### WHAT TO WORK ON
Transcribe the full listing exactly, and drop every picture.

::: DATA SECTION :::

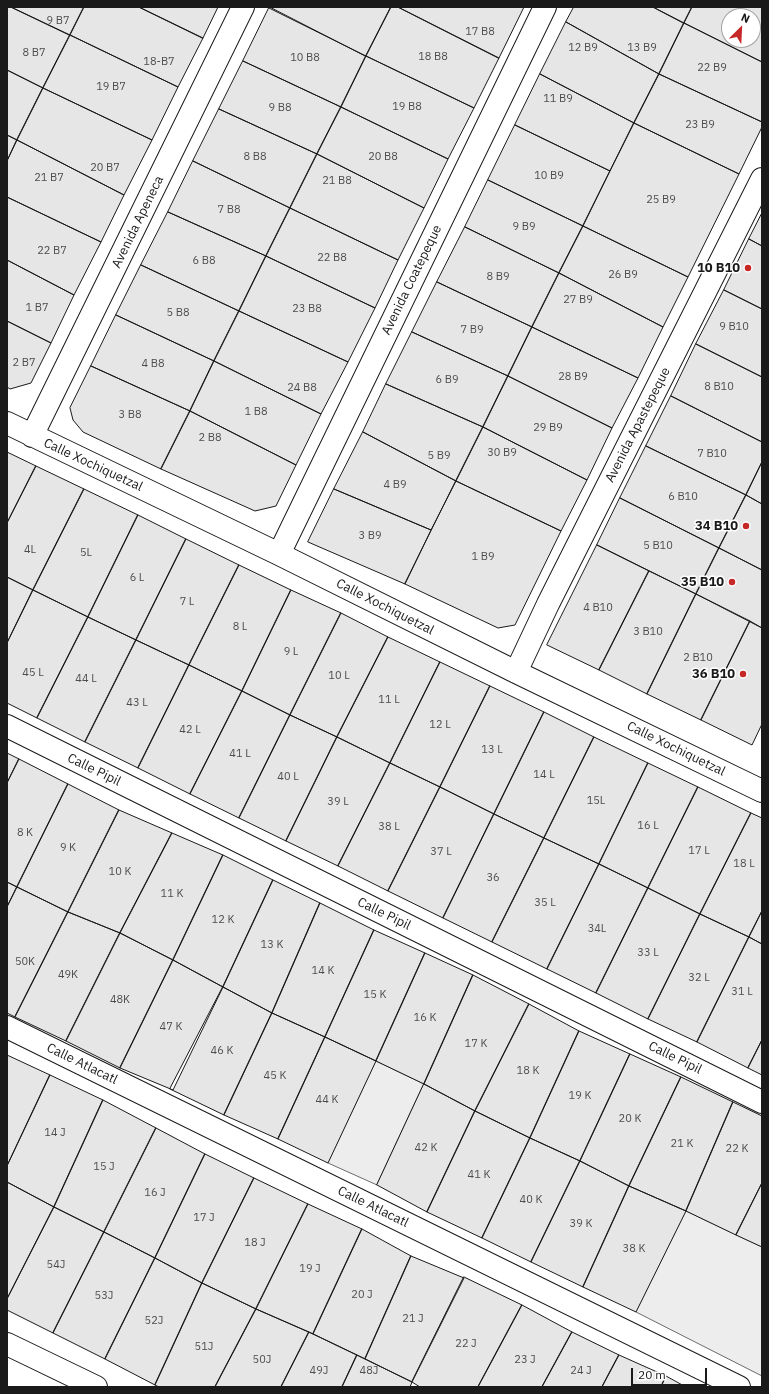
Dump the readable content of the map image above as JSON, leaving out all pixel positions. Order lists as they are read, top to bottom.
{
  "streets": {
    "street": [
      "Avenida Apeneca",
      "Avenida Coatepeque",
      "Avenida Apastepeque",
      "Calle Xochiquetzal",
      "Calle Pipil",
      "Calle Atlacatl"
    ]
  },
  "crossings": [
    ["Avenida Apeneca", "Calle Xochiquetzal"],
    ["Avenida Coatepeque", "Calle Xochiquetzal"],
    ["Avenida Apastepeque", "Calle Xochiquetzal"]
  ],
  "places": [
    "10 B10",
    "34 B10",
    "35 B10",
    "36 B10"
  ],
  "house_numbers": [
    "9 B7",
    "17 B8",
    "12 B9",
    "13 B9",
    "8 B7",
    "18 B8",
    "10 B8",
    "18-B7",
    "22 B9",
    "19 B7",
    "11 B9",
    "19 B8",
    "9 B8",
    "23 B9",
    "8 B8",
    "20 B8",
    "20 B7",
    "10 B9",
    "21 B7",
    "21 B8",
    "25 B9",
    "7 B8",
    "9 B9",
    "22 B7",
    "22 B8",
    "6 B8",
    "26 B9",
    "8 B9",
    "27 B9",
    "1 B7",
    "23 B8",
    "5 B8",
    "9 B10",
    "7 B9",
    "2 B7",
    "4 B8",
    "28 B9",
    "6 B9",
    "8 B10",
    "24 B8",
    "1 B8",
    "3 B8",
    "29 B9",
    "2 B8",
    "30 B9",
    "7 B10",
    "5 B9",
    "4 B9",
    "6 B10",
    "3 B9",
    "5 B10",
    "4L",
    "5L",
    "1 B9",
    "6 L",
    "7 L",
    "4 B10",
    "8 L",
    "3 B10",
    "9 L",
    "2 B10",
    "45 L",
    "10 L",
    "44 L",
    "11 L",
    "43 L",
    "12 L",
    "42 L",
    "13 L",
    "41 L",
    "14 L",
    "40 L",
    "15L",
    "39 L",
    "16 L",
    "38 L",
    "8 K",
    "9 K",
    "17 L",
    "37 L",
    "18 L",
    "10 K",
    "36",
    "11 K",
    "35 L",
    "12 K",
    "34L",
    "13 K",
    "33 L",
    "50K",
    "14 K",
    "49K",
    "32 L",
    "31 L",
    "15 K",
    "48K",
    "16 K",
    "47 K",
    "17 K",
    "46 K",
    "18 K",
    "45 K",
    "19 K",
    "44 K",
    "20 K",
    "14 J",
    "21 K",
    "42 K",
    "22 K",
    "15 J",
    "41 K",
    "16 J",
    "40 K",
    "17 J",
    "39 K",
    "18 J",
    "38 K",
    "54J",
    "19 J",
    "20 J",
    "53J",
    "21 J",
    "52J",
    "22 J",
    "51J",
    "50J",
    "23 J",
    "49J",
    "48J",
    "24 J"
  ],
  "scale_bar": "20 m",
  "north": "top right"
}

:::

### ANSWER AREA
Dump the readable content of the map image above as JSON, leaving out all pixel positions. Order lists as they are read, top to bottom.
{
  "streets": {
    "street": [
      "Avenida Apeneca",
      "Avenida Coatepeque",
      "Avenida Apastepeque",
      "Calle Xochiquetzal",
      "Calle Pipil",
      "Calle Atlacatl"
    ]
  },
  "crossings": [
    ["Avenida Apeneca", "Calle Xochiquetzal"],
    ["Avenida Coatepeque", "Calle Xochiquetzal"],
    ["Avenida Apastepeque", "Calle Xochiquetzal"]
  ],
  "places": [
    "10 B10",
    "34 B10",
    "35 B10",
    "36 B10"
  ],
  "house_numbers": [
    "9 B7",
    "17 B8",
    "12 B9",
    "13 B9",
    "8 B7",
    "18 B8",
    "10 B8",
    "18-B7",
    "22 B9",
    "19 B7",
    "11 B9",
    "19 B8",
    "9 B8",
    "23 B9",
    "8 B8",
    "20 B8",
    "20 B7",
    "10 B9",
    "21 B7",
    "21 B8",
    "25 B9",
    "7 B8",
    "9 B9",
    "22 B7",
    "22 B8",
    "6 B8",
    "26 B9",
    "8 B9",
    "27 B9",
    "1 B7",
    "23 B8",
    "5 B8",
    "9 B10",
    "7 B9",
    "2 B7",
    "4 B8",
    "28 B9",
    "6 B9",
    "8 B10",
    "24 B8",
    "1 B8",
    "3 B8",
    "29 B9",
    "2 B8",
    "30 B9",
    "7 B10",
    "5 B9",
    "4 B9",
    "6 B10",
    "3 B9",
    "5 B10",
    "4L",
    "5L",
    "1 B9",
    "6 L",
    "7 L",
    "4 B10",
    "8 L",
    "3 B10",
    "9 L",
    "2 B10",
    "45 L",
    "10 L",
    "44 L",
    "11 L",
    "43 L",
    "12 L",
    "42 L",
    "13 L",
    "41 L",
    "14 L",
    "40 L",
    "15L",
    "39 L",
    "16 L",
    "38 L",
    "8 K",
    "9 K",
    "17 L",
    "37 L",
    "18 L",
    "10 K",
    "36",
    "11 K",
    "35 L",
    "12 K",
    "34L",
    "13 K",
    "33 L",
    "50K",
    "14 K",
    "49K",
    "32 L",
    "31 L",
    "15 K",
    "48K",
    "16 K",
    "47 K",
    "17 K",
    "46 K",
    "18 K",
    "45 K",
    "19 K",
    "44 K",
    "20 K",
    "14 J",
    "21 K",
    "42 K",
    "22 K",
    "15 J",
    "41 K",
    "16 J",
    "40 K",
    "17 J",
    "39 K",
    "18 J",
    "38 K",
    "54J",
    "19 J",
    "20 J",
    "53J",
    "21 J",
    "52J",
    "22 J",
    "51J",
    "50J",
    "23 J",
    "49J",
    "48J",
    "24 J"
  ],
  "scale_bar": "20 m",
  "north": "top right"
}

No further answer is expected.